Ça vous arrive d'être triste ?
Absolument. Pour être joyeux comme vous me voyez être en représentation, il faut que j'aie pu être triste avant, c'est obligatoire. C'est le clown ! Pour enfiler des pompes grandes comme ça, il faut ne pas aller bien à un endroit.
Vous avez 48 ans et c'est vrai que vous gardez toujours cette âme, ces yeux d'enfant.
Je suis toujours ce gars qui, depuis la cinquième, a écouté et a essayé de respecter les mots de Madame Motta qui était ma professeure de français, professeure principale et qui m'a dit : "N'arrêtez jamais de vous étonner devant les évidences Emmanuel. Pensez toujours à ça".
Vous parlez de votre mère aussi dans ce spectacle. Elle n'a jamais vraiment compris que vous puissiez faire le clown parce que pour elle, ce métier est un métier de clown. Elle, elle enseigne dans une école d'infirmière.
La fantaisie quoi ! J'ai dû forcer un peu le truc. Aujourd'hui, j'en parle dans mon spectacle. Je regarde avec nostalgie, malgré tout, cette époque qui n'a pas toujours été chouette au niveau de la sévérité et de la discipline qui régnaient à la maison avec mes parents.
"Quand tu deviens parent, tu deviens beaucoup plus indulgent avec les 'conneries' des tiens."
Manu Payetà franceinfo
La scène vous a construit, vous a apporté ce petit truc en plus. Est-ce qu'elle a fait de vous l'homme que vous êtes devenu ? Est-ce qu'elle a finalement changé votre regard sur la vie ?

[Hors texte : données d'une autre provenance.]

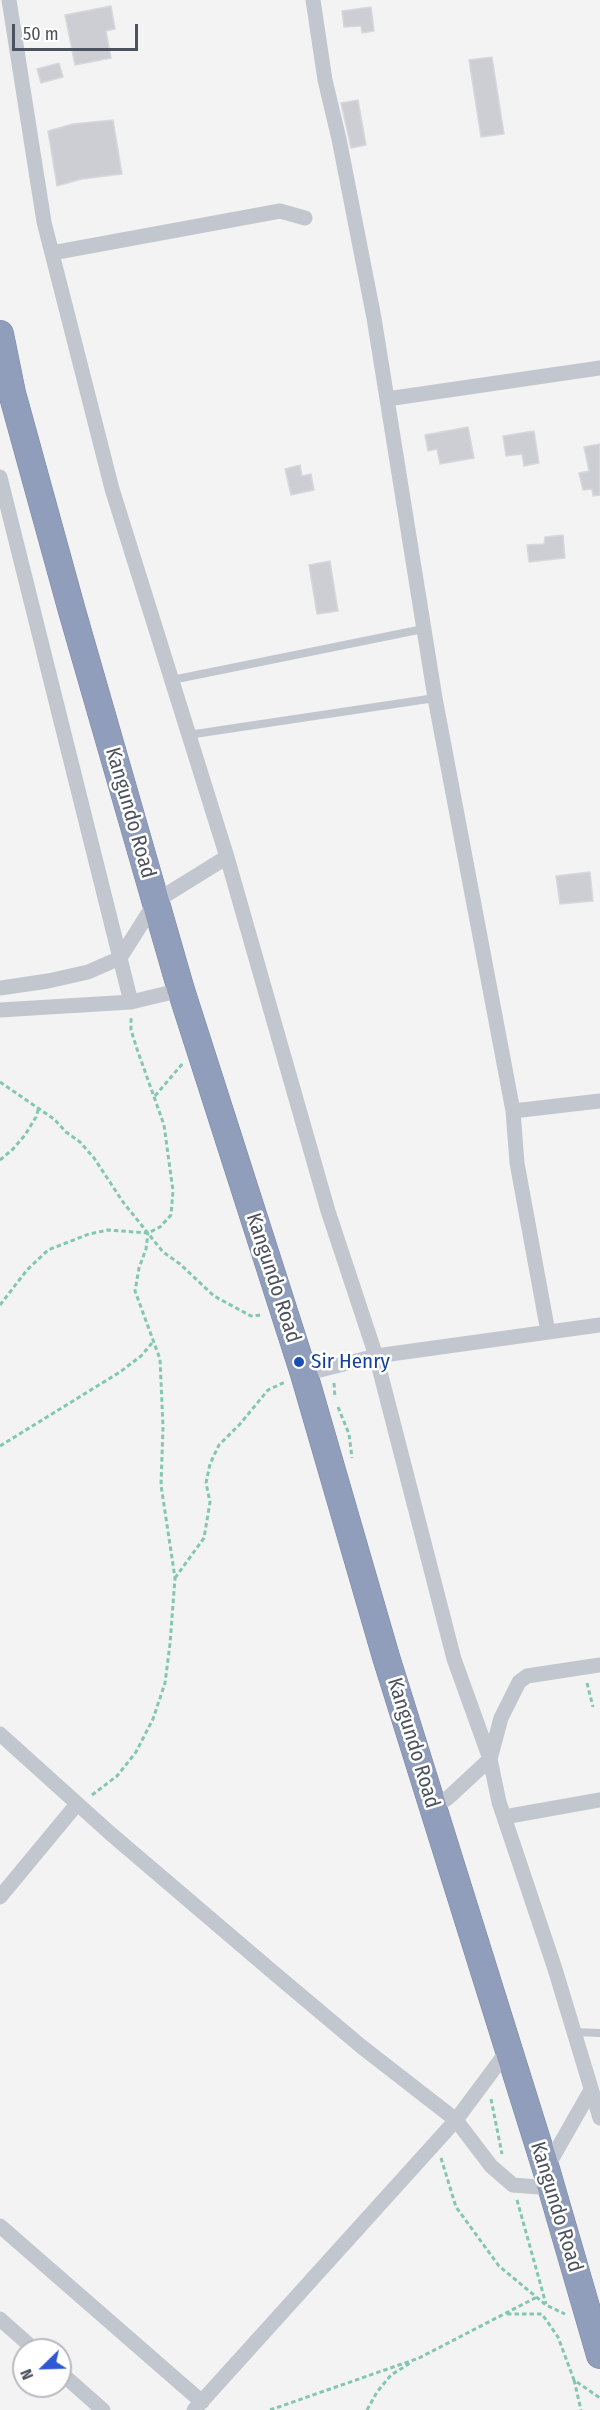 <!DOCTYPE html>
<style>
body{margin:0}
#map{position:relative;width:600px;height:2410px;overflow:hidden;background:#f4f3f3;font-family:"Fira Sans Condensed",sans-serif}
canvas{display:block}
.north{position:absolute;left:12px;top:2338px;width:60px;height:60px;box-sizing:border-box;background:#fff;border:2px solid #b7babf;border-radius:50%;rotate:247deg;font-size:16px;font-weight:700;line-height:24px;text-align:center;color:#4c525e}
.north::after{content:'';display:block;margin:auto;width:21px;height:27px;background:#2f59d2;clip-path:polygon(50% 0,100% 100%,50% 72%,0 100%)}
.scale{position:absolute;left:12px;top:24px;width:126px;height:27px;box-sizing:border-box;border:3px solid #4c525e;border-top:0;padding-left:8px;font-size:18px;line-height:21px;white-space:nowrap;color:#4c525e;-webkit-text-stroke:4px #fff;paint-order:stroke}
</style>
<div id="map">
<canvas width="600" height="2410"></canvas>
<div class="north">N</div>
<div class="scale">50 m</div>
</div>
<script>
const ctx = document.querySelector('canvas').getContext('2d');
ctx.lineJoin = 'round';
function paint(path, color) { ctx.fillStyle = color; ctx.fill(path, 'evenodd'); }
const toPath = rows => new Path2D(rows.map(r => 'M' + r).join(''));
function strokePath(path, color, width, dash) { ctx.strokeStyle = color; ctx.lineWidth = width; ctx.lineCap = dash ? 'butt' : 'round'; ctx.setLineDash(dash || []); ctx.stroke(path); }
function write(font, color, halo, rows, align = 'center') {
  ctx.font = font + ' "Fira Sans Condensed",sans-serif'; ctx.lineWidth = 5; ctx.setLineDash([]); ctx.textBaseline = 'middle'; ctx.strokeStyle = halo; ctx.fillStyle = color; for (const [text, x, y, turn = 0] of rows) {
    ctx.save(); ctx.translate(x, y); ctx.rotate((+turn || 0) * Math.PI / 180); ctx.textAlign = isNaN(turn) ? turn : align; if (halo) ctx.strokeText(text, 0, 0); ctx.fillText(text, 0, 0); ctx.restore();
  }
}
const building = toPath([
 [111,6,115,29,106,31,111,58,75,65,65,15,111,6],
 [371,7,374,31,362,33,361,26,344,27,342,11,371,7],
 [492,57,504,134,481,137,469,60,492,57],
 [59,63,63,77,41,83,37,69,59,63],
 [358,100,366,145,351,148,341,103,358,100],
 [113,120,122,174,82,179,57,186,48,131,73,124,113,120],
 [468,427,474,458,440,464,437,449,428,451,425,435,468,427],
 [534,431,539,463,524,466,522,454,506,456,503,436,534,431],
 [600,444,600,495,593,496,592,489,583,490,579,473,589,471,584,447,600,444],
 [300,465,302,476,311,474,314,490,291,495,285,469,300,465],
 [563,535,565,558,529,562,527,545,544,544,545,537,563,535],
 [330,561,338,611,317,614,309,565,330,561],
 [590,872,593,901,560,904,556,876,590,872]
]);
paint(building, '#cdced4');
strokePath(building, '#d7d8dd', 1.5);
const highway = toPath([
 [0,334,12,393,72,611,181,990,304,1374,386,1657,546,2169,600,2355]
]);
strokePath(highway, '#7b88a7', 28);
strokePath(toPath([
 [0,1082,54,1119,66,1132,80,1142,94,1158,123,1202,163,1252,180,1264,214,1296,251,1316,262,1315],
 [155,1096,183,1063],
 [0,1160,13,1149,25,1135,36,1117,39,1107],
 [0,1305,27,1270,48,1250,89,1234,108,1230,148,1233,160,1227,171,1215,173,1191,164,1125,137,1049,131,1030,131,1018],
 [334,1383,335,1398],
 [338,1407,349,1434,352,1458],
 [0,1446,120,1372,141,1356,152,1343],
 [175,1578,204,1538,210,1502,206,1483,210,1464,219,1445,240,1424,268,1390,285,1382],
 [587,1683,593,1707],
 [92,1795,117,1776,136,1752,153,1719,165,1683,170,1644,175,1578,161,1485,163,1427,160,1359,135,1291,139,1268,146,1249,148,1233],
 [491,2099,502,2154],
 [441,2158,456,2207,499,2266,546,2305,565,2314],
 [517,2200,546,2304],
 [507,2314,542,2314,558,2337,574,2380,600,2398],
 [574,2380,581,2410],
 [270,2410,419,2358,537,2297],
 [367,2410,377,2392,391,2375,412,2362]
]), '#82c7b1', 3, [4.5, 3]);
strokePath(toPath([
 [172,680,423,629],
 [188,735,435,698],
 [574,2032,600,2033]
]), '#c2c7cf', 8);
strokePath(toPath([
 [9,0,44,222,112,489,227,857,328,1211,376,1356,454,1659,490,1759,449,1797,433,1808],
 [313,0,325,80,339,139,374,318,435,698,513,1111,517,1163,548,1332],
 [52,253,280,211,305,218],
 [387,399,600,368],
 [0,477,131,1002],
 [0,988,48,981,88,972,120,958,156,901,227,857],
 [0,1010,131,1002,181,990],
 [513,1111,600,1101],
 [304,1374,376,1356,600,1325],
 [600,1665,527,1676,519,1682,501,1718,490,1759,499,1802,555,1969,600,2118],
 [0,1734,111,1834,274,1973,362,2047,456,2120,491,2166,513,2185,551,2188],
 [504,1817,600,1800],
 [0,1897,77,1804],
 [546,2169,591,2090],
 [0,2226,202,2402],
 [0,2319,35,2350],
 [60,2372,103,2410],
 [194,2410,456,2120,508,2050]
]), '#c2c7cf', 15);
strokePath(highway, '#909dbb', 27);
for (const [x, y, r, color] of [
 [299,1362,6,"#1a4fb4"]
]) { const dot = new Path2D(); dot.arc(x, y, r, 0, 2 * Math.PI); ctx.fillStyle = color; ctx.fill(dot); strokePath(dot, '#fff', 2); }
write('21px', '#4c525e', '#fff', [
 ["Kangundo Road",130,813,74],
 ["Kangundo Road",273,1278,72],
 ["Kangundo Road",413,1743,73],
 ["Kangundo Road",556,2207,73]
]);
write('21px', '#164399', '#fff', [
 ["Sir Henry",311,1362]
], 'left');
</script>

Je pense que j'ai d'abord pensé à me faire ma place. J'ai eu du mal à accepter que j'en avais une. Tout ça, ça prend du temps. Et puis, on a vu mes affiches dans Paris, des gens ont commencé à venir me voir, ont vraiment aimé, ont carrément cité des moments de mon spectacle... C'est fou. Il faut faire attention à comment la célébrité te fabrique. Il faut faire gaffe à ça. La scène, c'est la scène, c'est mon métier, c'est mon travail, ce n'est pas la vraie vie. Mais mon travail, c'est de jouer, c'est très ambigu.

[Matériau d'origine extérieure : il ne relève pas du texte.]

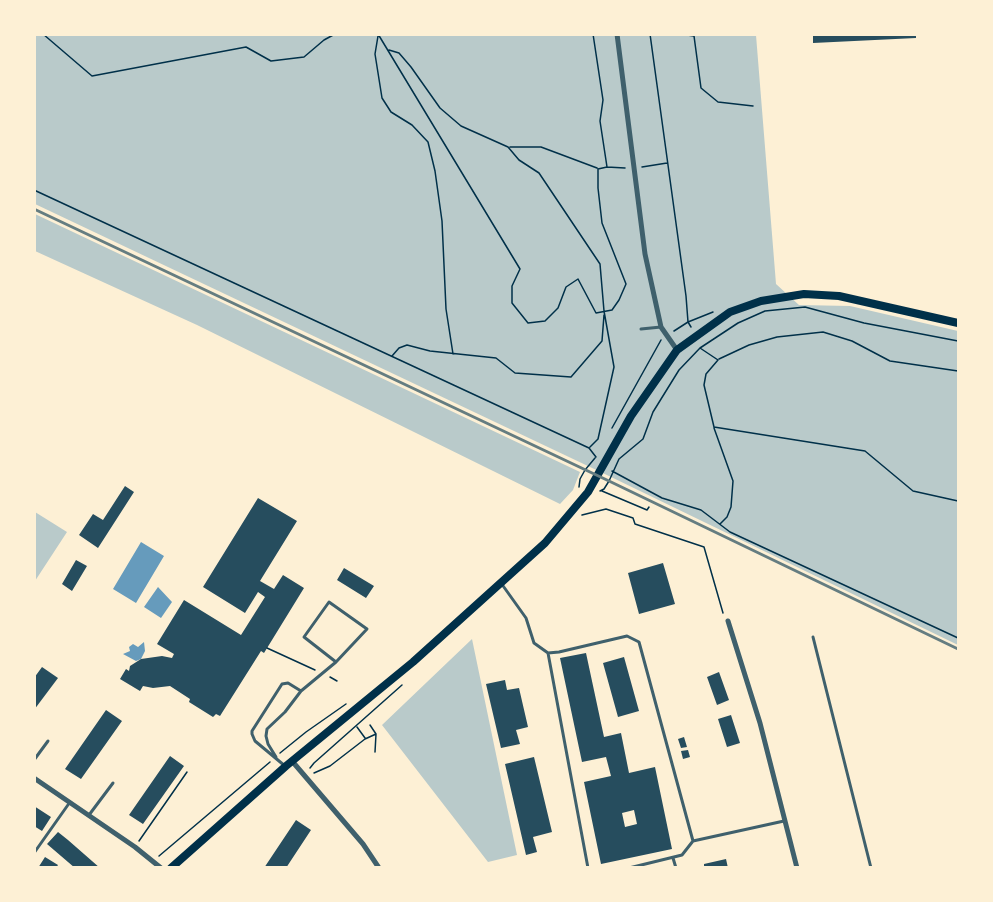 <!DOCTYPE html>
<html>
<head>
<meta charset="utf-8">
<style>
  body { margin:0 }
  #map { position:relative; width:993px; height:902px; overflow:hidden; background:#fdf0d5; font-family:Quicksand,sans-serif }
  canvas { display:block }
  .frame { position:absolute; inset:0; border:36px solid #fdf0d5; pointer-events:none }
</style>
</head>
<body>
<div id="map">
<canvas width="993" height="902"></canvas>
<div class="frame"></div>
</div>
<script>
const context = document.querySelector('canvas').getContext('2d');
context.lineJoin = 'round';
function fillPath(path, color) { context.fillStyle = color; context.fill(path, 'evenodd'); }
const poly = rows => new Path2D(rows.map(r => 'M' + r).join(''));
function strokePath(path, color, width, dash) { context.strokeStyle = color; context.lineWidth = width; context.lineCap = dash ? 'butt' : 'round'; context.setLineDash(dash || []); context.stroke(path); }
const green = poly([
  [35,35,756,35,776,284,799,305,850,306,958,331,958,645,609,476,35,204],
  [35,214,580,472,573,490,560,504,197,325,35,251],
  [35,512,67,532,35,581],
  [472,639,517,855,488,862,382,725]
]);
const water = poly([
  [141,542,164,556,136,603,113,589],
  [158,587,172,602,161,618,144,607],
  [144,642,145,651,141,659,136,661,123,654,130,651,129,647,133,644,138,647]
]);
const building = poly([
  [813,34,916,34,916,38,813,43],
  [125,486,134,492,98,548,79,535,93,514,103,520],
  [258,498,297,521,260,581,274,589,283,575,304,588,264,653,261,651,220,716,216,714,213,717,189,702,190,699,170,686,153,688,143,686,140,691,120,679,126,669,129,671,130,666,141,659,162,656,172,658,174,654,157,644,184,600,241,635,265,597,258,592,245,613,203,587],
  [76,560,87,566,72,591,62,584],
  [663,563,675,604,639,614,628,573],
  [344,568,374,586,366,598,337,580],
  [586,653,604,737,621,733,629,773,655,767,672,849,601,864,584,782,611,776,606,757,582,762,560,658],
  [634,810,637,824,625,827,622,813],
  [624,657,639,711,618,717,603,663],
  [42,667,58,678,34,710,34,678],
  [719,672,729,700,717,705,707,677],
  [505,680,507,690,519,688,528,727,516,730,520,744,501,748,486,684],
  [106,710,122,721,81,779,65,769],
  [731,715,740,743,727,747,718,719],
  [684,737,687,747,681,748,678,739],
  [688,750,690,757,683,759,681,751],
  [170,756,184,766,143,824,129,815],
  [534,757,552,832,533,837,537,852,526,855,505,764],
  [34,806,51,817,42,831,34,826],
  [296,820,311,830,286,868,264,868],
  [58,832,68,840,100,868,75,868,47,844],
  [45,857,58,865,56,868,38,868],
  [726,859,728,868,704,868,704,864]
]);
const path = poly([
  [43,34,92,76,246,47,271,61,304,57,324,40,335,34],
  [378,34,520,269,512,286,512,303,528,323,545,321,558,308,566,287,578,279,596,313,612,310,619,300,626,284,602,223,598,188,598,169,607,167],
  [539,34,545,34],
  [593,34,603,100,600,121,607,167,625,168],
  [650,34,686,296,688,322,691,327],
  [680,34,694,36,701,88,718,102,753,106],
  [378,36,375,54,382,98,391,112,412,125,428,142,435,171,442,221,446,309,453,354],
  [389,50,399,53,411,67,440,108,461,126,508,147,519,160,539,173,600,264,604,311,614,367,598,439,590,447],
  [510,147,541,147,597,168],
  [642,167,667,163],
  [34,190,589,448,596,457],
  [674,331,688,322,713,312],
  [700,348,718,360,706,374,704,385,714,427,865,451,913,491,958,501],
  [392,356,399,348,407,345,430,351,496,358,515,373,571,377,602,341,604,315],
  [719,359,749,345,777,337,823,332,852,341,890,361,958,371],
  [612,428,661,340],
  [714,428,733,481,731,507,727,517,720,524],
  [612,471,662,498,701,510,730,532,958,638],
  [579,487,580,479,585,470,595,458],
  [600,491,604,489,609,481,619,459,643,439,653,412,679,370,700,348,738,323,765,311,805,307,864,323,958,341],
  [602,491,647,510,649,507],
  [582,515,606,509,633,518,635,524,704,547,723,613],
  [267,648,315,670],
  [330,677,337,681],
  [370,725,376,734,375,752],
  [357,727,365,738],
  [280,753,306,732,346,704],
  [310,768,314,763,402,685],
  [314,773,330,766,365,739,376,734],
  [139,841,187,772],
  [159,856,270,762]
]);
const service = poly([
  [641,329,661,327],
  [501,583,526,618,534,643,548,653,588,868],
  [813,637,871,868],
  [548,653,559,652,627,636,639,642,693,841],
  [276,757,268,744,266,736,267,729,285,712,301,691,336,662,304,637,329,602,367,629,336,662],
  [34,760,48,741],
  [285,766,255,741,252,734,252,731,282,684,288,683,301,691],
  [89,815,113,783],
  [34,853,70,802],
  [673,858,676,868],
  [629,868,682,855,693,841,784,821]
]);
const minor = poly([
  [617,34,645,254,661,327,677,350],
  [728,621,760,723,797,868],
  [292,761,363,844,379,868],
  [34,778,135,847,161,868]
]);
const primary = poly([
  [171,868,286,766,413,662,545,543,588,492,631,416,677,350,730,312,761,301,804,294,839,296,958,323]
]);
const rail = poly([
  [34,209,609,481,958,649]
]);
fillPath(green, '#b9caca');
fillPath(water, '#669bbc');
fillPath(building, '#264d5e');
strokePath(path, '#003049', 1.5);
strokePath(service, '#3f606c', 3);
strokePath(minor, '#3f606c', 5);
strokePath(primary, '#003049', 8);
strokePath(rail, '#657d81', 3);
</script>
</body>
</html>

Là, vous jouez moins finalement, vous vous racontez et pour le coup, c'est de l'intime.
Là, je joue moins, exactement et j'ai réussi à trouver le drôle, enfin ce que moi je trouve drôle, de ce que j'ai vécu.
Est-ce que justement, l'adulescent que vous étiez hier est devenu adulte aujourd'hui ou est-ce qu'il restera, quoi qu'il arrive, avec un pied dans l'enfance ?

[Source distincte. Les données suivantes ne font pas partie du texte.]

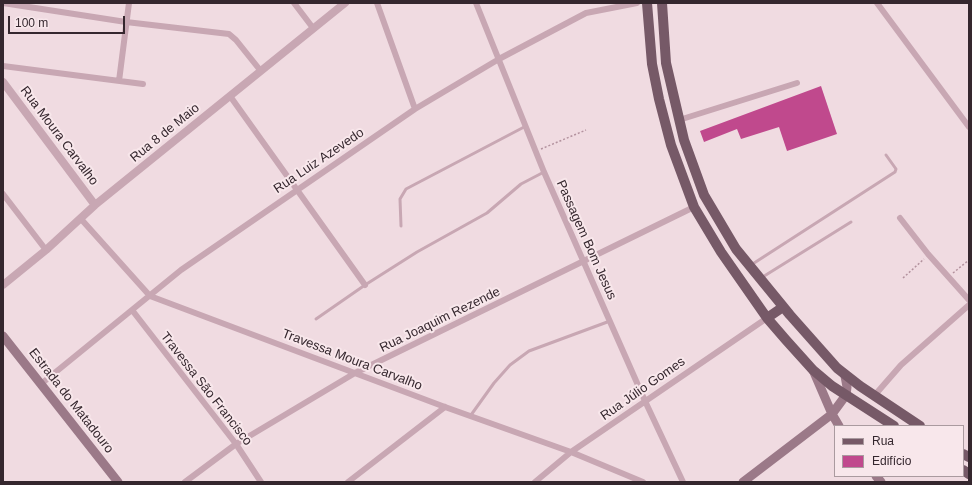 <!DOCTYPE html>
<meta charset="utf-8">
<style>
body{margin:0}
#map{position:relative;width:972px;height:485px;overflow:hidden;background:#f0dbe1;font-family:Helvetica,sans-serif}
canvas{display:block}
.frame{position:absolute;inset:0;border:4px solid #35272e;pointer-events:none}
.legend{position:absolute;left:834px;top:425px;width:130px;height:52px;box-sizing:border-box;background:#f8e7eb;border:1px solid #aa9a9f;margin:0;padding:5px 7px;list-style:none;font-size:12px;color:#35272e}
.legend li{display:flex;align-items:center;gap:8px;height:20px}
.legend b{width:20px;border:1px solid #aa9a9f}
.scale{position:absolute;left:8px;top:16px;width:117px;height:18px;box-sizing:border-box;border:2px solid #35272e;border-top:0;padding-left:5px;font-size:12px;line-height:14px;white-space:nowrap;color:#35272e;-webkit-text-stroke:3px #f8e7eb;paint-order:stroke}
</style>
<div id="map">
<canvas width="972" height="485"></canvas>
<div class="frame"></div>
<ul class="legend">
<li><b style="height:5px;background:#765967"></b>Rua</li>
<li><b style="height:11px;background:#c0498d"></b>Edifício</li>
</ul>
<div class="scale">100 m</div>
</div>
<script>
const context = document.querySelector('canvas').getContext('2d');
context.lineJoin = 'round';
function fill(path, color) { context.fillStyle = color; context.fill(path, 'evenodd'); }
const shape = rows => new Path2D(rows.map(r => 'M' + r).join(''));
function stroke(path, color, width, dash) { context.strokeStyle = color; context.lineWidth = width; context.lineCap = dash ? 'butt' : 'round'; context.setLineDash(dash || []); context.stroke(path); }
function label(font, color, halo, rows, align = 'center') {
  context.font = font + ' Helvetica,sans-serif'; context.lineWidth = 4; context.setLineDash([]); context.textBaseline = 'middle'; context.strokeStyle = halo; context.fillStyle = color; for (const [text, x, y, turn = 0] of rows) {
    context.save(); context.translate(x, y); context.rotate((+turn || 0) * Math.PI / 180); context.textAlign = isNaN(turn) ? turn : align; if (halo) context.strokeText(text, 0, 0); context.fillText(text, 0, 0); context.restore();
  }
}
fill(shape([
 [821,86,837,134,787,151,779,127,741,139,737,129,704,142,700,131]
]), '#c0498d');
stroke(shape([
 [541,149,586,130],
 [953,273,969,260],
 [903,278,924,259]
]), '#b3929e', 1.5, [2, 2]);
stroke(shape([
 [401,226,400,199,406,189,526,126],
 [751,265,895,172,896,169,886,155],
 [761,278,851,222],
 [316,319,365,285,417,252,487,213,521,184,544,172],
 [471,415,494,383,510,365,529,351,610,321]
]), '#c8a7b3', 3);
stroke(shape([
 [3,3,126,22,229,34,236,40,260,70],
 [294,3,313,28],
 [377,3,415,109],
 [476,3,544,172,645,401,683,482],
 [877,3,969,127],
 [3,66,143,84],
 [119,81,129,3],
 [230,96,365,285],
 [679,120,797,83],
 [3,194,46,250],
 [900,218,928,254,969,300],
 [81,219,150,296,445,407,571,452,643,482],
 [132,310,236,444,261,482],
 [41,384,181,270,415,109,499,59,586,13,637,3],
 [874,396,901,365,969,305],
 [185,482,236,444,355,373,694,207],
 [348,482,445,407],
 [535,482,571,452,767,318]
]), '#c8a7b3', 6);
stroke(shape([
 [3,82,95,205],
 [3,285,46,250,95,205,345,3]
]), '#c8a7b3', 8);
stroke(shape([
 [3,336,118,482],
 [813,370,832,414,839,426],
 [876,476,881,482],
 [743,482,832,414,846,395,847,387,845,376]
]), '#9b7988', 9);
stroke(shape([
 [647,3,652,64,659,99,671,145,694,207,721,252,767,318,786,340,813,370,832,386,894,426],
 [662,3,666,63,684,140,704,195,736,249,790,315,837,368,860,386,920,426],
 [767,318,783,307],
 [963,454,969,457],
 [963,470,969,474]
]), '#765967', 10);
label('13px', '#35272e', '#f8e7eb', [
 ["Rua 8 de Maio",165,133,-39],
 ["Rua Moura Carvalho",59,136,53],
 ["Rua Luiz Azevedo",319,161,-34],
 ["Passagem Bom Jesus",586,240,66],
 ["Rua Joaquim Rezende",440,320,-26],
 ["Travessa Moura Carvalho",352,360,21],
 ["Travessa São Francisco",206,389,52],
 ["Rua Júlio Gomes",643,389,-35],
 ["Estrada do Matadouro",71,401,52]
]);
</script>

J'ai eu la chance de jouer au théâtre avec Jean-Pierre Marielle pendant quatre mois et en écrivant le petit mot à Jean-Pierre, au moment de sa mort, j'ai terminé par cette phrase : "J'étais un enfant quand je t'ai rencontré et grâce à toi, je le suis resté". J'ai parlé de fondation, j'ai perdu mon papa, voilà, je viens d'évoquer une chose très sérieuse, mais tout ce qui essaie de faire de moi un adulte, je discute avec, on prend un café ensemble, je demande : est-ce ce que tu as vraiment besoin que j'ai 48 ans pour gérer cette affaire ? Ou est-ce que je peux en avoir sept et traverser la rue sans mes parents ? Alors je vais avoir sept ans.
"J'essaye de rester cet enfant tout en sachant que je suis papa."
Manu Payetà franceinfo
J'adore ce que ma fille dit à ses copines : "Mon père fait tout le temps des blagues, donc ne vous inquiétez pas, c'est juste qu'il est fou" et je vois dans le regard des autres ce que j'aimerais voir dans celui de ma fille. Les autres enfants se disent : "Il est génial ton papa, il ne fait que des blagues !" "Je te garantis qu'au bout de quelques jours c'est un peu relou", mais ça ne me fera pas grandir pour autant. Pas là en tout cas.
Manu Payet sera à Dammarie-les-Lys le 11 janvier, au Havre le 28, à Aix-en-Provence le 21 février, à Marseille le 13 mars etc.